This invention relates to monitoring the configuration of component feeders on a component placement machine.
Component placement is one of the most labor and data intensive operations in electronic board assembly. Current high speed component placement equipment can place up to 10,000 to 30,000 components per hour, depending on configuration, and can carry up to 1,000,000 or more individual components.
Surface mount components are typically supplied by component vendors as rolled tapes of components that must be loaded onto individual feeders, sometimes called component dispensing cartridges, that can then be mounted in corresponding feeder slots on the machine. These rolls of components (up to, in some cases, 10,000 or more components per roll) may be loaded onto the feeders either at a stock room or at the machine, and the loaded feeders then loaded into feeder slots.
Component placement machines can have many feeder slots (e.g., 150 or more), each accessible by a placement turret or other picking mechanism that picks individual components from the feeders in the slots and places them in particular locations on a printed circuit board, according to programmed instructions. For application flexibility, each feeder and slot is generally constructed to be compatible with many different components.
The physical arrangement of components, feeders and slots must be in accordance with the expected arrangement as programmed in the machine.

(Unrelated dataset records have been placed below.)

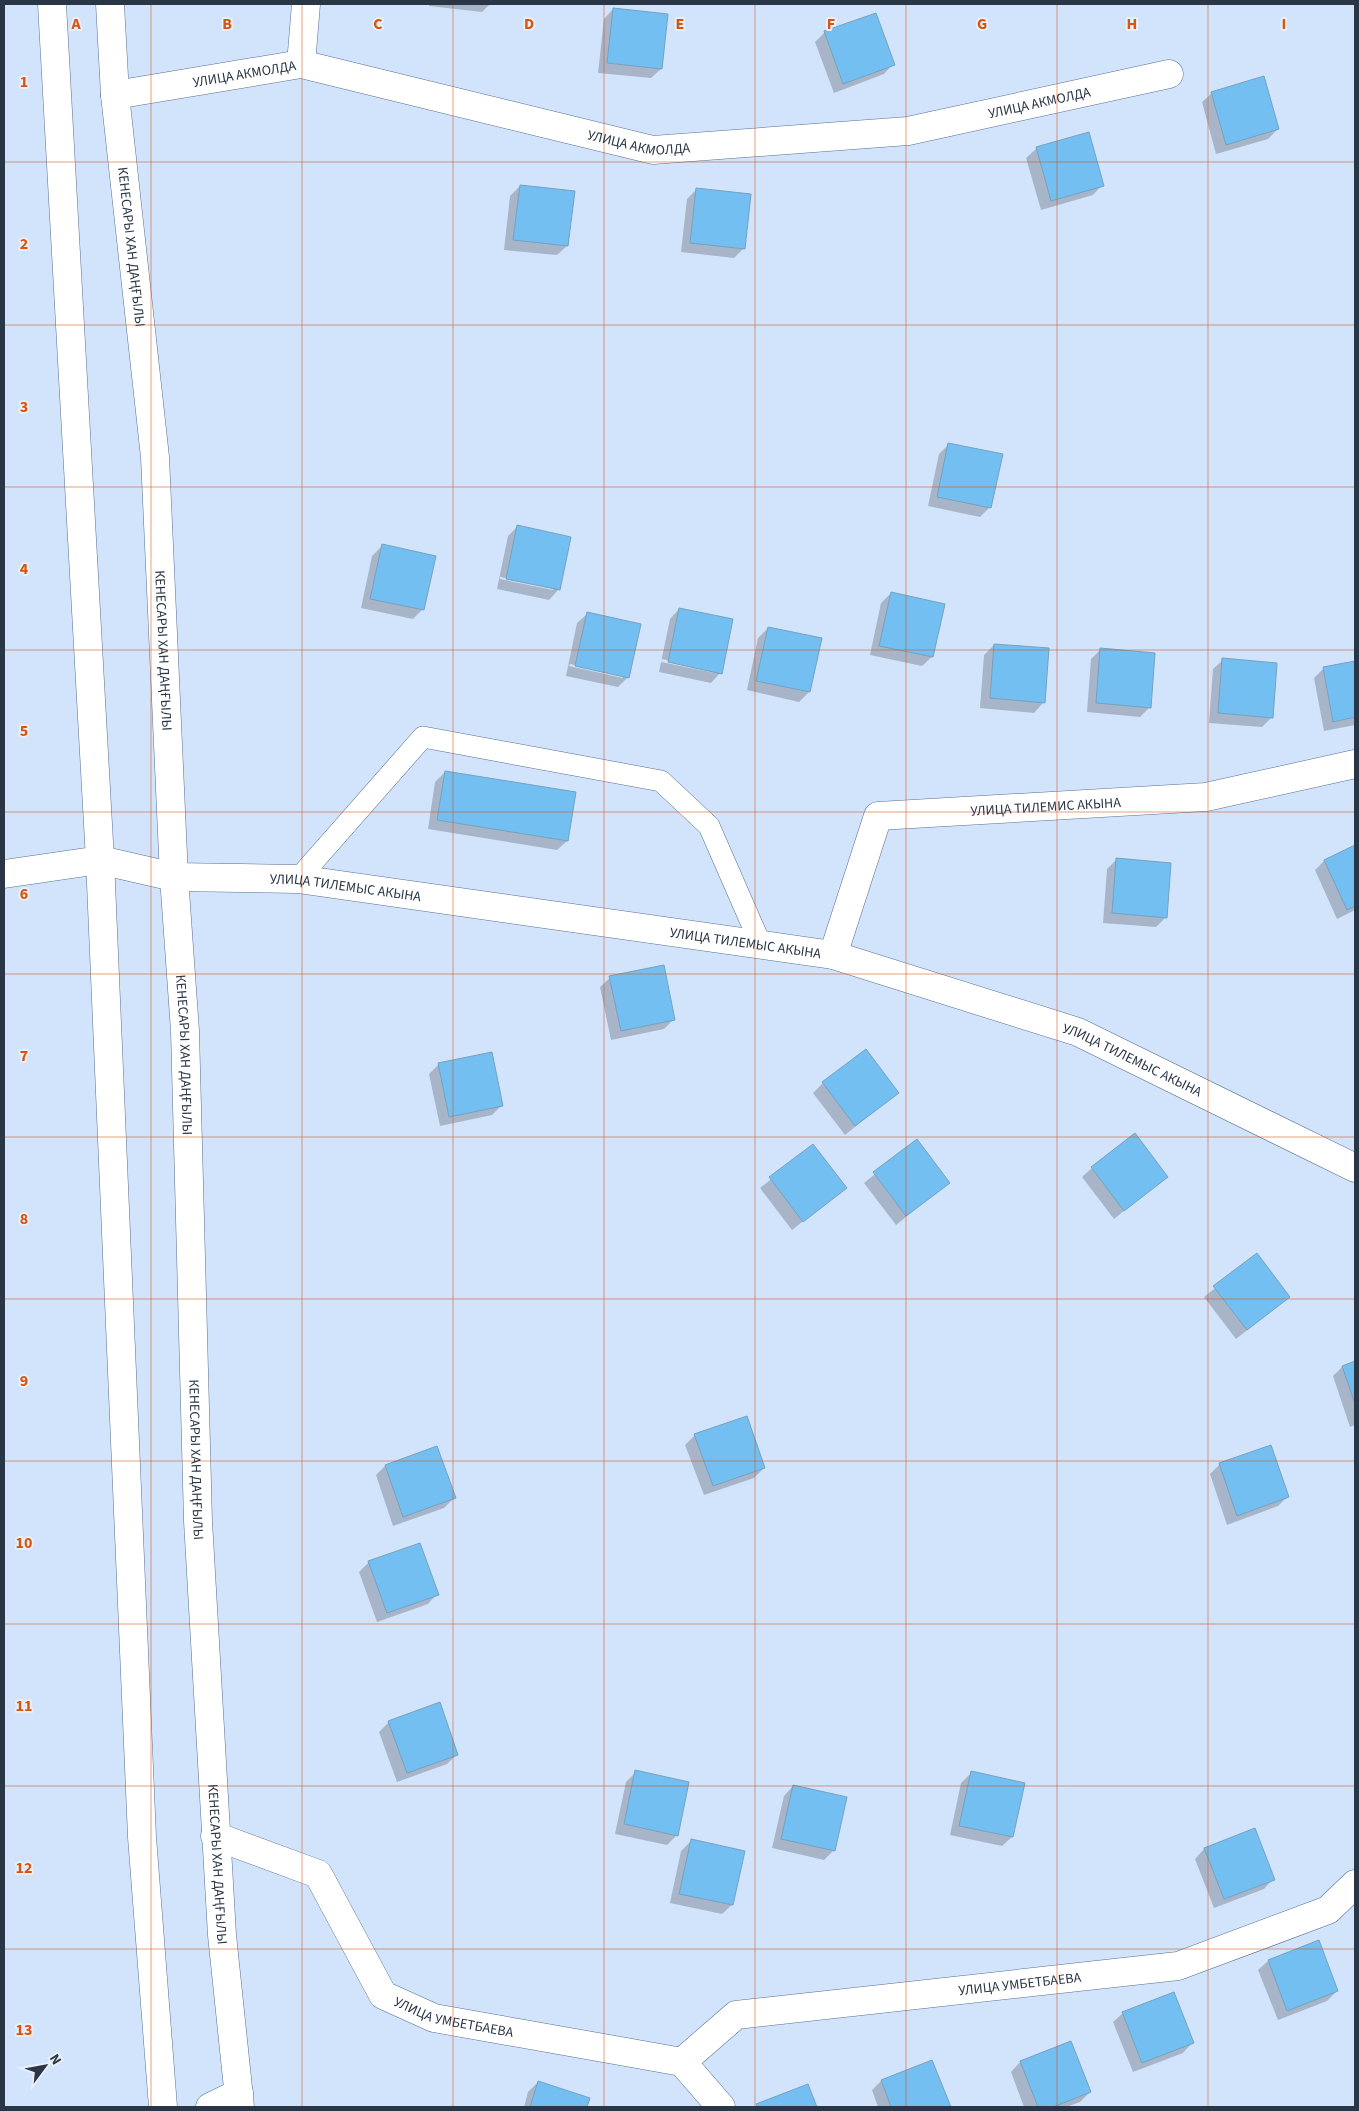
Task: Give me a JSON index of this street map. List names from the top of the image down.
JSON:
{
  "streets": {
    "street": [
      "УЛИЦА АКМОЛДА",
      "КЕНЕСАРЫ ХАН ДАҢҒЫЛЫ",
      "УЛИЦА ТИЛЕМИС АКЫНА",
      "УЛИЦА ТИЛЕМЫС АКЫНА",
      "УЛИЦА УМБЕТБАЕВА"
    ]
  },
  "crossings": [
    ["УЛИЦА АКМОЛДА", "КЕНЕСАРЫ ХАН ДАҢҒЫЛЫ"],
    ["КЕНЕСАРЫ ХАН ДАҢҒЫЛЫ", "УЛИЦА ТИЛЕМЫС АКЫНА"],
    ["КЕНЕСАРЫ ХАН ДАҢҒЫЛЫ", "УЛИЦА УМБЕТБАЕВА"],
    ["УЛИЦА ТИЛЕМИС АКЫНА", "УЛИЦА ТИЛЕМЫС АКЫНА"]
  ],
  "north": "top right",
  "grid": {
    "columns": [
      "A",
      "B",
      "C",
      "D",
      "E",
      "F",
      "G",
      "H",
      "I"
    ],
    "rows": [
      "1",
      "2",
      "3",
      "4",
      "5",
      "6",
      "7",
      "8",
      "9",
      "10",
      "11",
      "12",
      "13"
    ]
  }
}
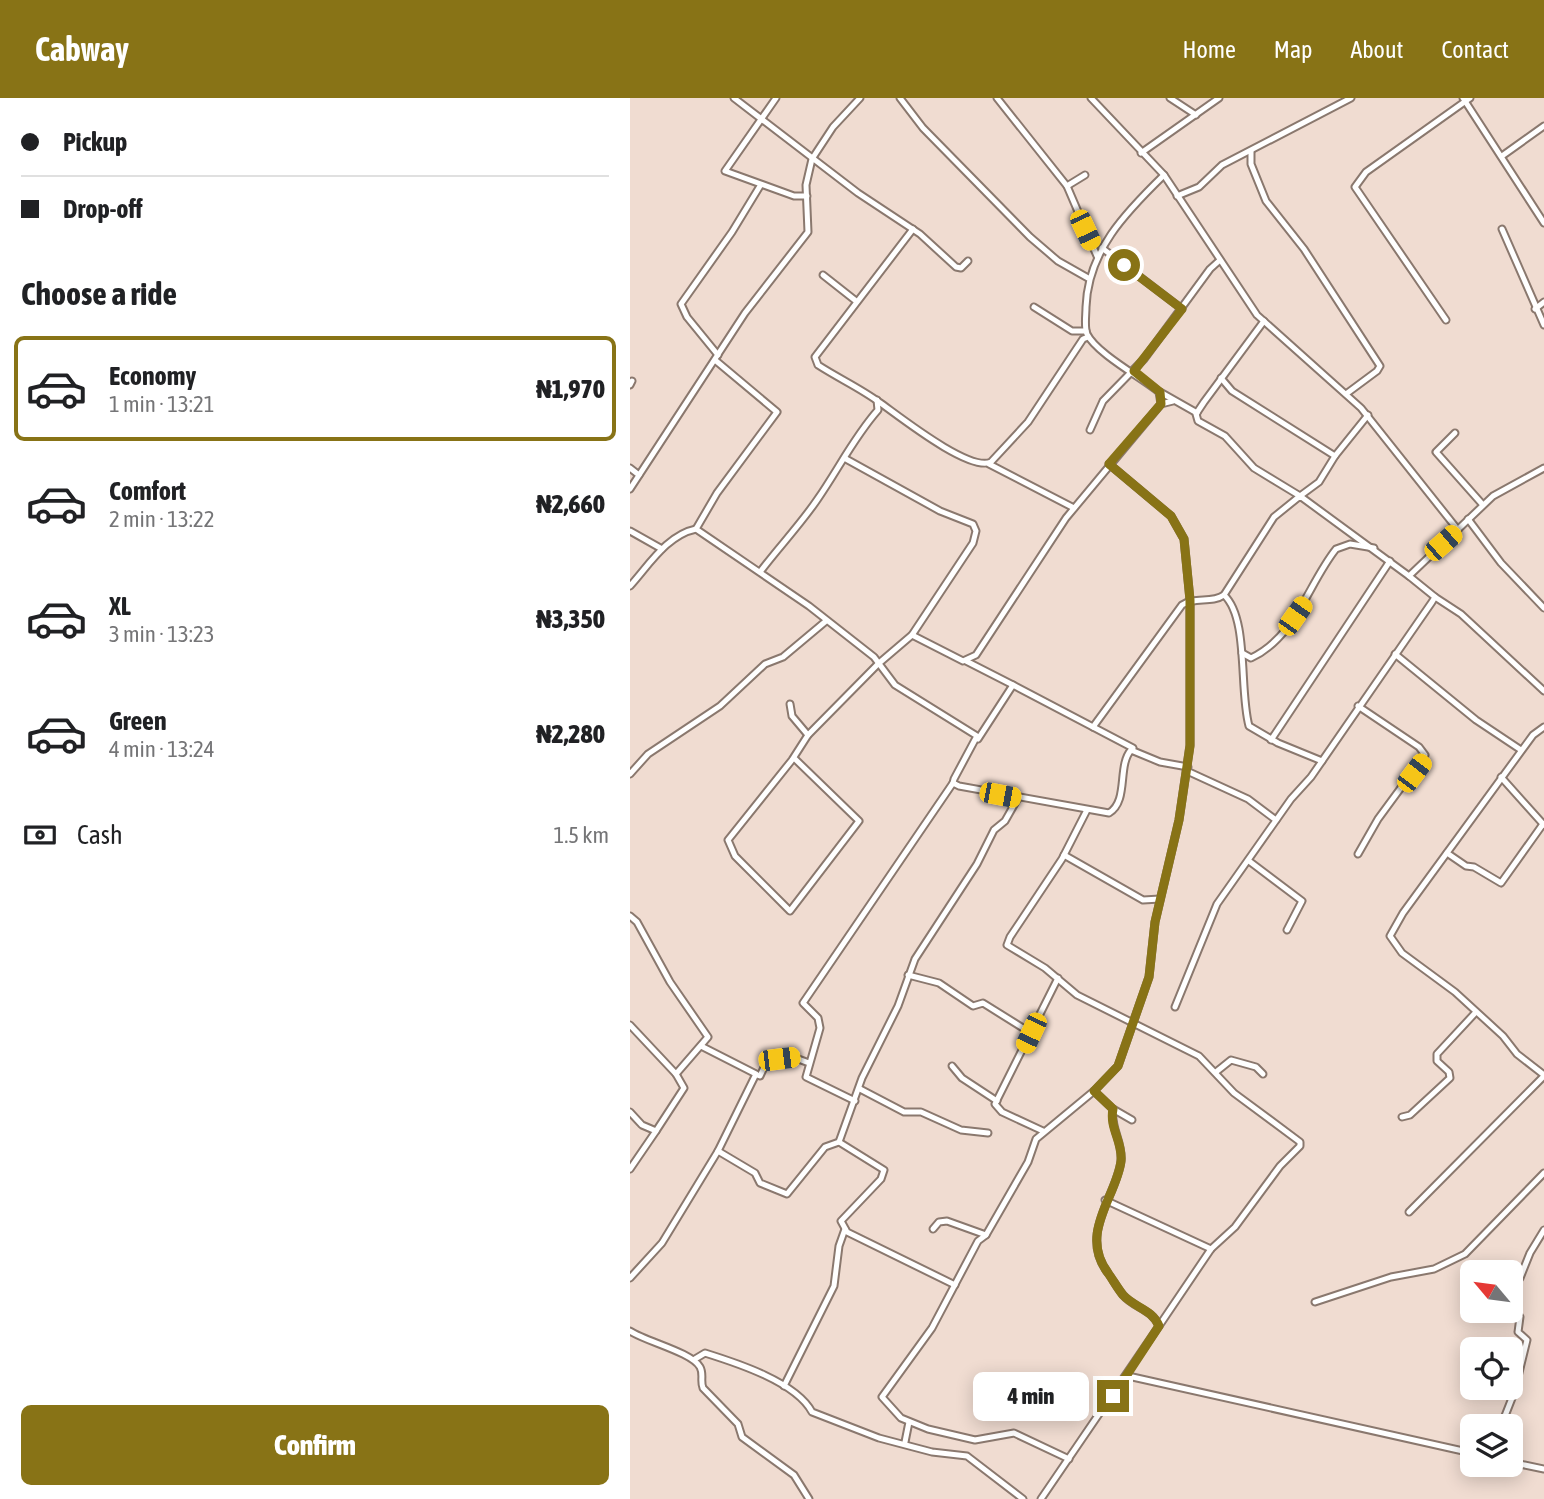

Any error in the arrangement can cause a corresponding error in the placement of components on the board. In a high volume, low mix manufacturing environment, a component loading error can produce a high number of defective printed circuit boards in a short period of time. In a low volume, high mix environment the chance of component loading error increases because of frequent feeder manipulation for product change over.
To help eliminate loading errors, some have suggested placing bar code labels on individual feeders and slots and then scanning the feeder and slot labels with a hand-held scanner as the feeders are placed in the slots (i.e., before the machine begins its operation).